Segment Start: RECORDS FOR THIS EXERCISE

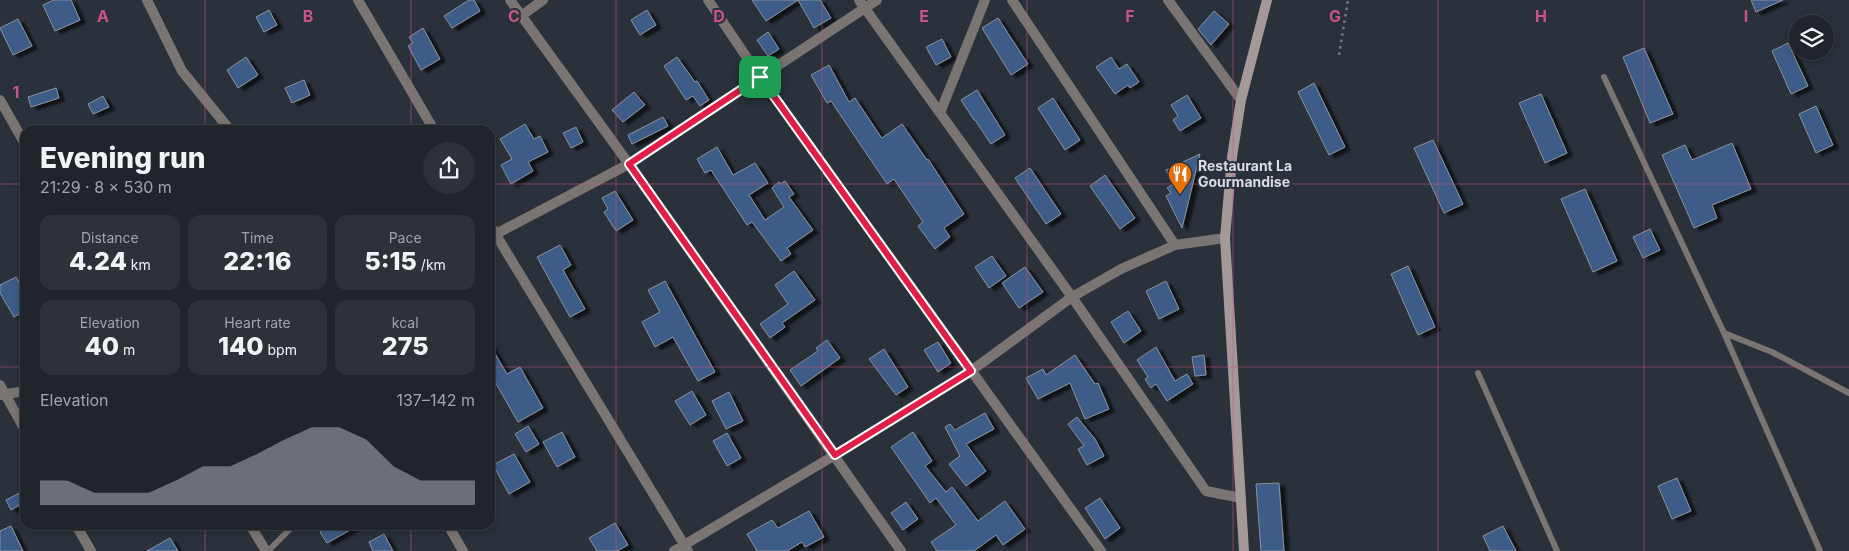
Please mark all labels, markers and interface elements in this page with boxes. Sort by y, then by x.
text: A [97,6,109,26]
text: B [303,6,313,26]
text: C [508,6,520,26]
text: D [713,6,725,26]
text: E [919,6,929,26]
text: F [1125,6,1135,26]
text: G [1329,6,1341,26]
text: H [1535,6,1547,26]
text: I [1744,6,1748,26]
map controls [1789,15,1834,60]
button: layers [1789,15,1834,60]
pin [739,56,781,98]
icon: arrive [746,63,774,91]
text: 1 [13,82,19,102]
text: Evening run [40,141,206,175]
button: share [423,142,475,194]
place label: Restaurant La Gourmandise [1198,157,1292,190]
restaurant icon: Restaurant La Gourmandise [1167,161,1193,195]
text: 21:29 · 8 × 530 m [40,177,172,197]
text: Distance [81,229,139,246]
text: Time [241,229,274,246]
text: Pace [389,229,422,246]
text: 4.24 [69,246,127,276]
text: 22:16 [223,246,292,276]
text: 5:15 [364,246,417,276]
text: km [127,256,151,273]
text: /km [417,256,446,273]
text: Elevation [80,314,140,331]
text: Heart rate [224,314,291,331]
text: kcal [392,314,419,331]
text: 40 [84,331,119,361]
text: 140 [218,331,264,361]
text: 275 [382,331,429,361]
text: m [119,341,135,358]
text: bpm [264,341,297,358]
text: Elevation [40,390,109,410]
text: 137–142 m [396,390,475,410]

Segment End: RECORDS FOR THIS EXERCISE

Considering the records line by line, how many lines hold the string "Restaurant"? Say only the number.

**OUTPUT OF THE EXERCISE**.
2